TASK TO CARRY OUT -> Identify each line below that contains the word "shaded", and copy it out.

↓

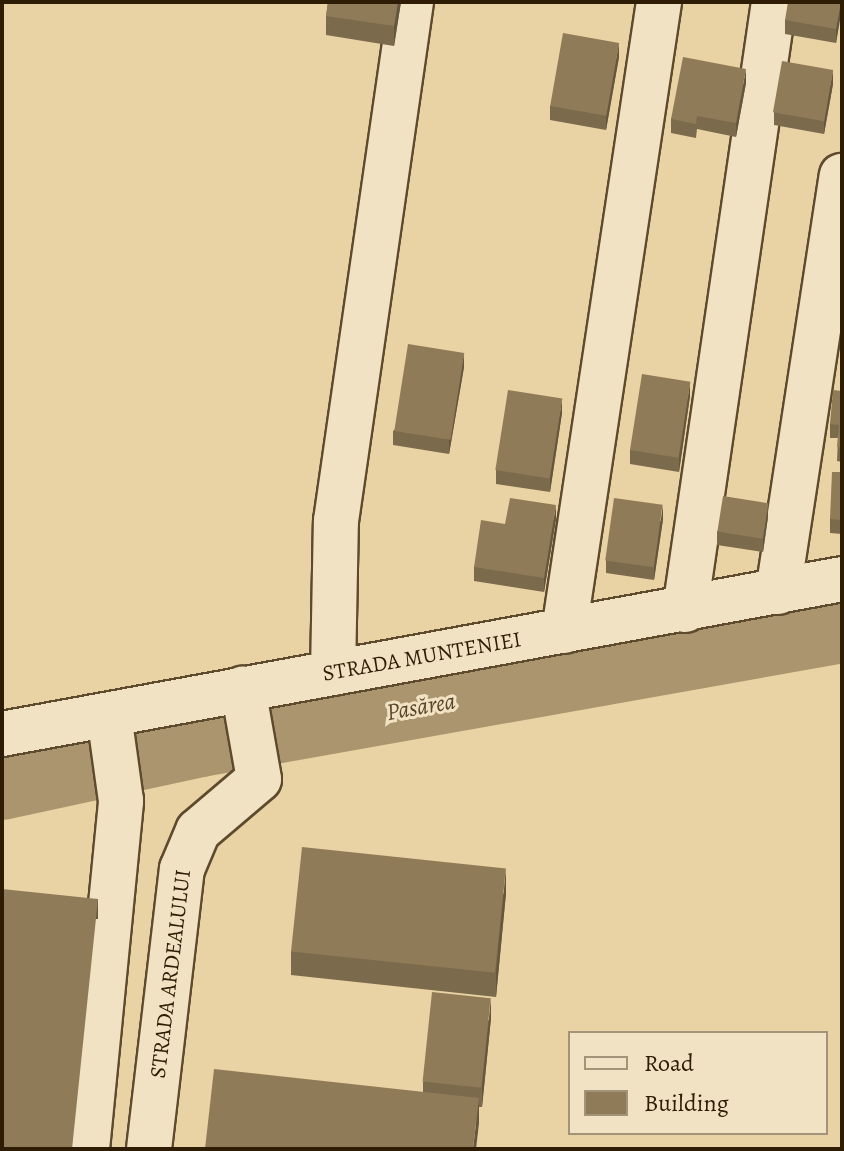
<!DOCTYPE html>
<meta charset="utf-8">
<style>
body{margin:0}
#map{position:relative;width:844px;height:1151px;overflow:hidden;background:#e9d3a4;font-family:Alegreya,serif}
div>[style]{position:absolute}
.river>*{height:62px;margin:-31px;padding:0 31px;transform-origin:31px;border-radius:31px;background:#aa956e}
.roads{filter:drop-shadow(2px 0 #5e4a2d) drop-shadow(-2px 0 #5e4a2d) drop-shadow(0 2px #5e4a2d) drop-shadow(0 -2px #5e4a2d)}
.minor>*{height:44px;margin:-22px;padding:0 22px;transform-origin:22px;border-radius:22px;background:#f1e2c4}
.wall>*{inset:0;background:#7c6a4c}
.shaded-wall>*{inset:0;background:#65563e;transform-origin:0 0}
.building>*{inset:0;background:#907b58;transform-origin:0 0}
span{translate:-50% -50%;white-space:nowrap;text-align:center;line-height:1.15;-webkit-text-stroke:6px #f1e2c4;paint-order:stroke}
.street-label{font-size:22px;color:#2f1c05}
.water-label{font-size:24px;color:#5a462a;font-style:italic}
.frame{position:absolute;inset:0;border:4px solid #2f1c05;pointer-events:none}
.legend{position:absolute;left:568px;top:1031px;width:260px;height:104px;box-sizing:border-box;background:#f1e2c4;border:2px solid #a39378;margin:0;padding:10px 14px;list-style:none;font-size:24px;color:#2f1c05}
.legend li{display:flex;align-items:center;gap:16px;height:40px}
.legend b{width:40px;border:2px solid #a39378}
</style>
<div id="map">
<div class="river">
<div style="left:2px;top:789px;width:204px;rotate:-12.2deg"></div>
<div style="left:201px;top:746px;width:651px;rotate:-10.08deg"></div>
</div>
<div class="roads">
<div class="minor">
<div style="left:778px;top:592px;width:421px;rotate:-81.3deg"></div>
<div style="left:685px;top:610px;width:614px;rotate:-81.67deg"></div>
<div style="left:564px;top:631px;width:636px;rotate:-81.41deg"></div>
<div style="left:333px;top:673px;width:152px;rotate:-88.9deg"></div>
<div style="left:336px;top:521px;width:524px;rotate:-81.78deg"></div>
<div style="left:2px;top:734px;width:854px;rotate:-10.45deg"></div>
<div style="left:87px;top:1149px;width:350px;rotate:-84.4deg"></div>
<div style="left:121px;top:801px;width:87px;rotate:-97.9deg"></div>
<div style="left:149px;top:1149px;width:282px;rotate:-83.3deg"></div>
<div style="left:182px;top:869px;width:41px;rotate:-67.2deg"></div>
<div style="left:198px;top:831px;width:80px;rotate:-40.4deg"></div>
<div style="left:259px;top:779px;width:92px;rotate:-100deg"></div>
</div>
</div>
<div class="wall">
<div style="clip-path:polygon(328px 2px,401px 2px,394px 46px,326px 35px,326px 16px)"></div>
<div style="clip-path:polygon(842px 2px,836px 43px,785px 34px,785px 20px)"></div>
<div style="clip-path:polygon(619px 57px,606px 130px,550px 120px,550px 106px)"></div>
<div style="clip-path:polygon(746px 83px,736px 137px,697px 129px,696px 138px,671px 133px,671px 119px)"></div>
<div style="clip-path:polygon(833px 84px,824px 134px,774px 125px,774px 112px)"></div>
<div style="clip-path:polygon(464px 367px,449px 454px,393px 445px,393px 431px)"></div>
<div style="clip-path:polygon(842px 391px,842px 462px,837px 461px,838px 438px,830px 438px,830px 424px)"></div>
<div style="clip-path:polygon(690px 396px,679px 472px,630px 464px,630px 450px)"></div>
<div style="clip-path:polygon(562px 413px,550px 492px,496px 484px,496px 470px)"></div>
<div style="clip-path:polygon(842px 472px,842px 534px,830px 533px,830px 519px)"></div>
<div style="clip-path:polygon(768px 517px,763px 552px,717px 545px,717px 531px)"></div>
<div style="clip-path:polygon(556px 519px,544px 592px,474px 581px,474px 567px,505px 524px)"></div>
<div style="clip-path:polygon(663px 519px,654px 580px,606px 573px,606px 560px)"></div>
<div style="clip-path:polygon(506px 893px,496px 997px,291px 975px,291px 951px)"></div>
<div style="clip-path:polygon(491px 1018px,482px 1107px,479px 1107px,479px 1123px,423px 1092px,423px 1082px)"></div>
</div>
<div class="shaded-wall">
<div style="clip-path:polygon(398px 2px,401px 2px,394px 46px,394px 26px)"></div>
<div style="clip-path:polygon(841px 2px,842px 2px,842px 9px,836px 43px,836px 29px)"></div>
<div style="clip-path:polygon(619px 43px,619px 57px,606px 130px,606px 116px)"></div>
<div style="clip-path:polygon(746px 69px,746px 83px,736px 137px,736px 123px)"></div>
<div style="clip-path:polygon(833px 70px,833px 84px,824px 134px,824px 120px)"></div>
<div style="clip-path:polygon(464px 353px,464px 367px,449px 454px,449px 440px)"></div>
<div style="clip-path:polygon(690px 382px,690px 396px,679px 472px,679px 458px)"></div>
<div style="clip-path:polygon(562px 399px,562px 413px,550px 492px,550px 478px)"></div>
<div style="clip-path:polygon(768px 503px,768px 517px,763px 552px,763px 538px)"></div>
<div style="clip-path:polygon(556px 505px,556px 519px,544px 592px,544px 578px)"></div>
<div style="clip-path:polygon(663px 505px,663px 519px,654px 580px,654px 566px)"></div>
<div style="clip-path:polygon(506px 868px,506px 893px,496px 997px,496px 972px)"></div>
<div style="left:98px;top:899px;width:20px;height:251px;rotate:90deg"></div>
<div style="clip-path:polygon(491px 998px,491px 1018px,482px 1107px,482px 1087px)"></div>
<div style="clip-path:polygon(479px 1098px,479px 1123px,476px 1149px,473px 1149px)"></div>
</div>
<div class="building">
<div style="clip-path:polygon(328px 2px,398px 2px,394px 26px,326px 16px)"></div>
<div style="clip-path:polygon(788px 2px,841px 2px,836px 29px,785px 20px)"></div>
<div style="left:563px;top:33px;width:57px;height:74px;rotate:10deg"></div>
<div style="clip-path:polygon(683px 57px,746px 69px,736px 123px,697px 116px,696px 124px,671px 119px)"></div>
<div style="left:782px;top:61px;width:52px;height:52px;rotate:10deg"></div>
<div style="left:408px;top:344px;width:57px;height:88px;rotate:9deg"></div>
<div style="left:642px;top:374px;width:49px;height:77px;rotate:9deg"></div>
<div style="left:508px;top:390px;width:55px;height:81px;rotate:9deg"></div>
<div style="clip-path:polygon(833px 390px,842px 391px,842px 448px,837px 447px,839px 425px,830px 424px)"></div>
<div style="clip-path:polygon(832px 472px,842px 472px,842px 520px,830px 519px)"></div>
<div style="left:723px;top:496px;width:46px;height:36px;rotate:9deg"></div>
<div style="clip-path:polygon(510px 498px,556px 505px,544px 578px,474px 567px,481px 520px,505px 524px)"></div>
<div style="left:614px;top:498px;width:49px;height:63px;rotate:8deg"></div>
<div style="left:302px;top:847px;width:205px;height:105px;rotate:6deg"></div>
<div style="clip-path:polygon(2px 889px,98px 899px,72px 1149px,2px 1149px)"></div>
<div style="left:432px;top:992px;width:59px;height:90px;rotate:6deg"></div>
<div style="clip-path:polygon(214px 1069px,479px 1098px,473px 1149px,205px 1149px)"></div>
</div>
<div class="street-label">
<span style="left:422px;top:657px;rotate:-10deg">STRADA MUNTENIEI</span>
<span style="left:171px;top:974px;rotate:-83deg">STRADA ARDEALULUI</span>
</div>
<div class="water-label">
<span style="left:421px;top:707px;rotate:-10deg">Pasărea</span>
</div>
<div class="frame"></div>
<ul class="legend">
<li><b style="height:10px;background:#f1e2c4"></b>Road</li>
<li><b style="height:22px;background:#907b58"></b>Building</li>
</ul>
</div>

↑

FINAL ANSWER ->
.shaded-wall>*{inset:0;background:#65563e;transform-origin:0 0}
<div class="shaded-wall">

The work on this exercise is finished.